Here are five items that stood out from the pack, which we selected just because they involved animals.
The National Science Foundation (NSF) handed out three grants totaling more than $1.3 million, which went in part to research the physical mechanisms by which cats and dogs drink water. The good news is that the researchers appear to have finally solved the national mystery of why dogs would seem to be such sloppy drinkers, so at least we have something to show for the grants.
The U.S. Department of Commerce has handed the Massachusetts Digital Games Institute (MassDiGI) nearly $2.5 million, through the Economic Development Administration, “to support its ongoing efforts to promote entrepreneurship, academic cooperation and economic development across the state’s video and digital games ecosystem.” MassDiGI does this by hosting 1 to 2 day camps for students to develop new video games, which include titles like Cat Tsunami, in which players “must navigate a cat on a surfboard across waves of other cats to reach a Black Friday catnip sale.”
The National Institute of Health (NIH) provided grants totaling $817,000 to the State University of New York at Buffalo, which enabled researchers to collect and compare DNA samples obtained from the drool of monkeys, gorillas, orangutans, macaques and humans in order to “gain insights into evolution of saliva.

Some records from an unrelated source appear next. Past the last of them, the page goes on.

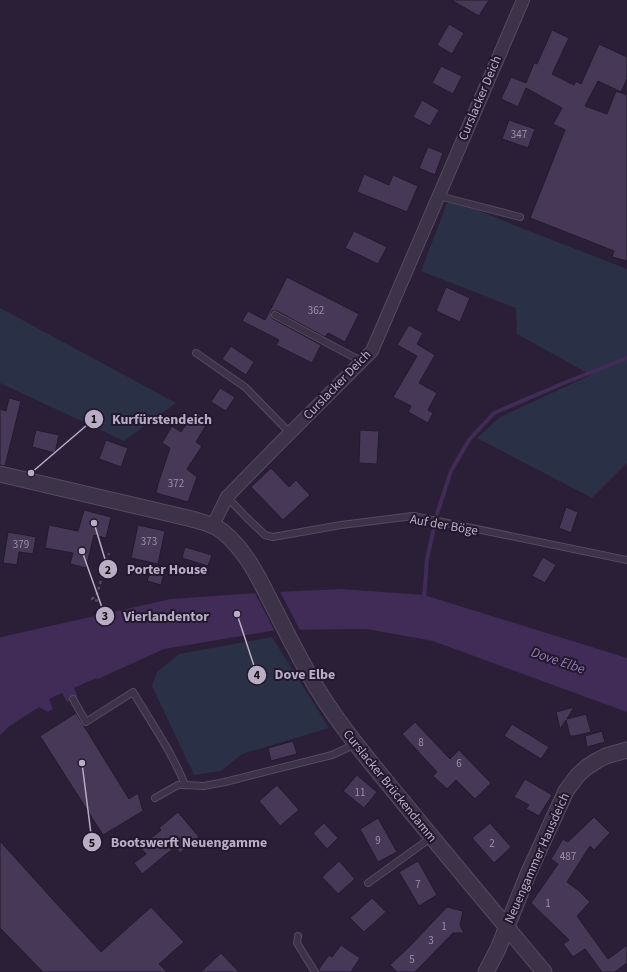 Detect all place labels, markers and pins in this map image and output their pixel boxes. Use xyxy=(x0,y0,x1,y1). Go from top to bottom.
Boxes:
callout: Kurfürstendeich xyxy=(84,406,220,432)
callout: Porter House xyxy=(98,556,215,582)
callout: Vierlandentor xyxy=(95,603,217,629)
callout: Dove Elbe xyxy=(247,662,344,688)
callout: Bootswerft Neuengamme xyxy=(82,829,275,855) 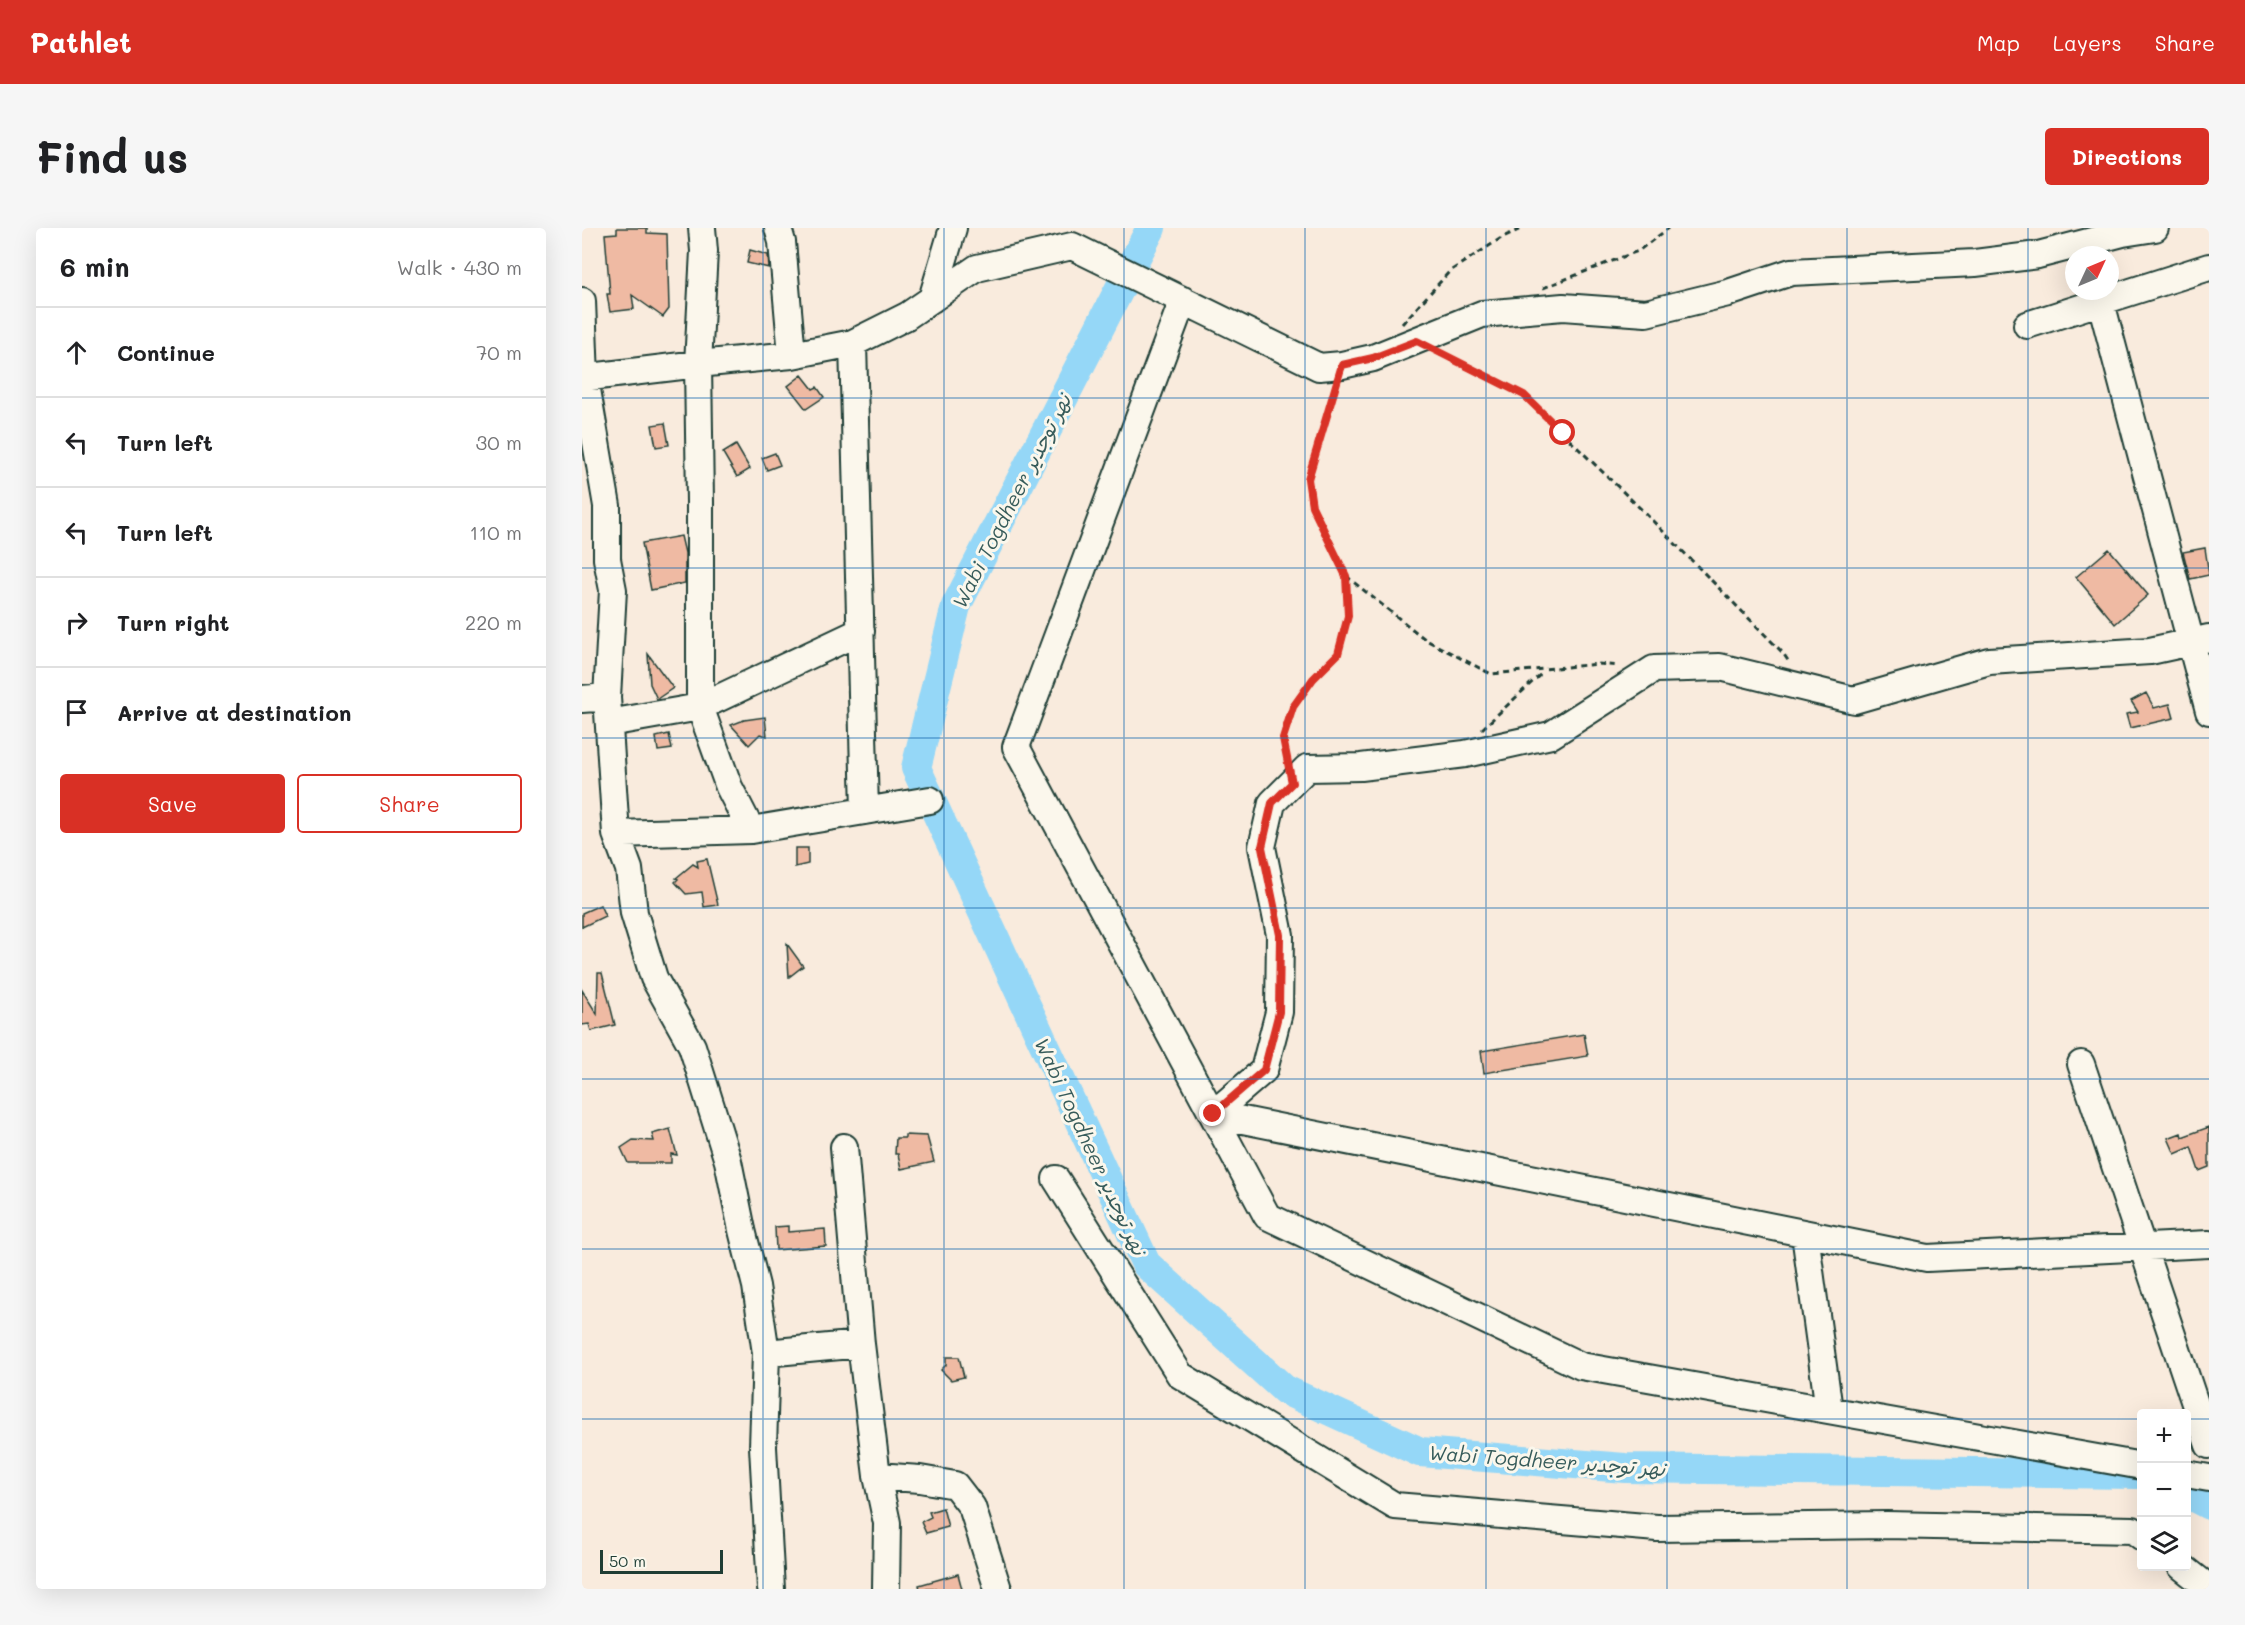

The U.S. Department of Agriculture has spent $118,000 at its National Wildlife Research Center in Ohio, to determine how fast a vehicle can travel, without hitting a bird standing on the road, before it can fly away to safety. In one set of experiments, raccoon carcasses were weighted down to the middle of a road to both attract turkey vultures and to keep them from moving off to the side of a road as they fed on it, so the researchers could attempt to ram them with a 2003 Ford F250 pickup truck.
The National Institute on Drug Abuse has spent over $3.4 million at Northeastern University to study aggression and anxiety in rodents. The researchers have been doing that by pitting juvenile male Syrian hamsters in “cage matches” against each other in timed rounds where the hamsters would be awarded points for biting, pursuing, and lunging at the other animal in the videotaped events. Some of the matches have involved combat between hamsters that had been injected with performance enhancing steroids.
We saved the best for last: a $1.5 million federally funded research project that involved putting fish on a treadmill!